I like WebAuthn, but I am afraid it will not be widely adopted any day soon. There are just too many issues, for developers and for end users.
It is great that you are working on solutions, as so far I have not seen any implementation that would be usable for common user.
What kind of developer issues do you see?
I truly hope that a password-less future is within our grasp. I don't want to trust a password manager app/service, but I also don't want to create complex unique passwords for every site, service and app I use, which ends up in dozens if not hundreds of combinations I need to remember. But then we've also seen even most complex and long passwords don't mean much if there is a data breach and personal data is leaked out.
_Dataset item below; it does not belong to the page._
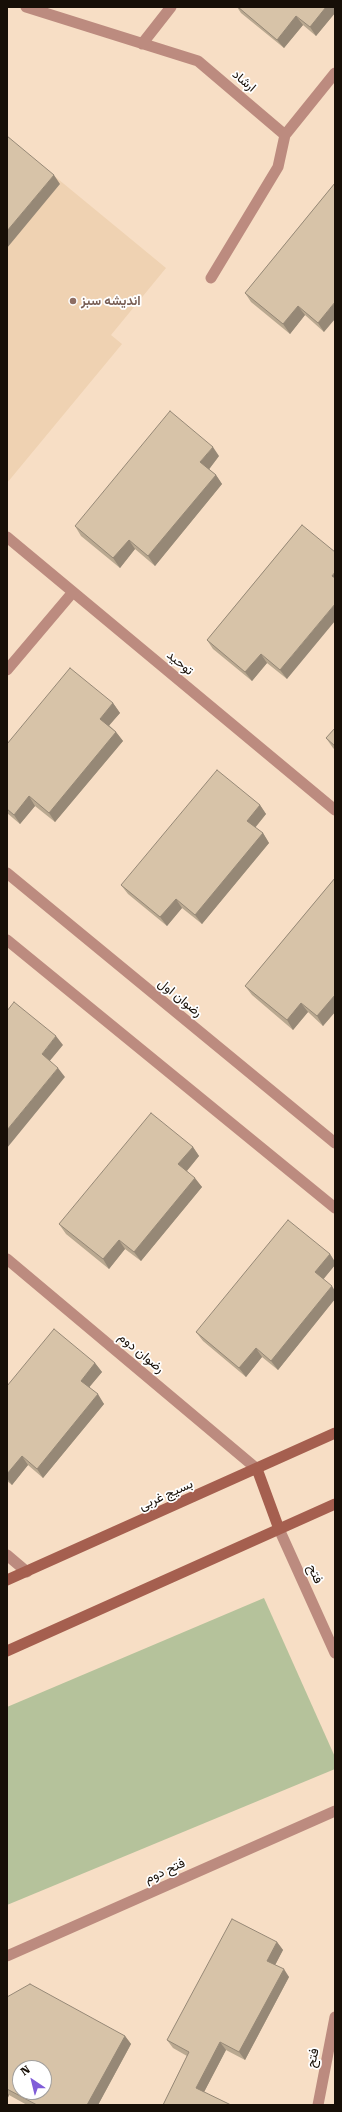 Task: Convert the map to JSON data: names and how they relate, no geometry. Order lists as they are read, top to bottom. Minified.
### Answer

I just play this video. For now I'm pretty sure word "password" is for make starting point to the rest of things he wanna say. That's my starting point ¯\_(ツ)_/¯
why not have the authenticator randomize passwords, remember it for the specific websites and you have to authenticate to use the device. And it can have 100 digit passwords. Easier.
it must be a fingerprint authenticator for the human to the device. Otherwise if someone steals it, they have access to everything.
Just this morning, my Son suggested that I would find sign-in life easier by using an Authenticator. Wow! I'm in dire need of this techology, since Passwords quickly slip away from my recall.
Everybody: My home was broken into...
Nobody: was there a lock on your front door?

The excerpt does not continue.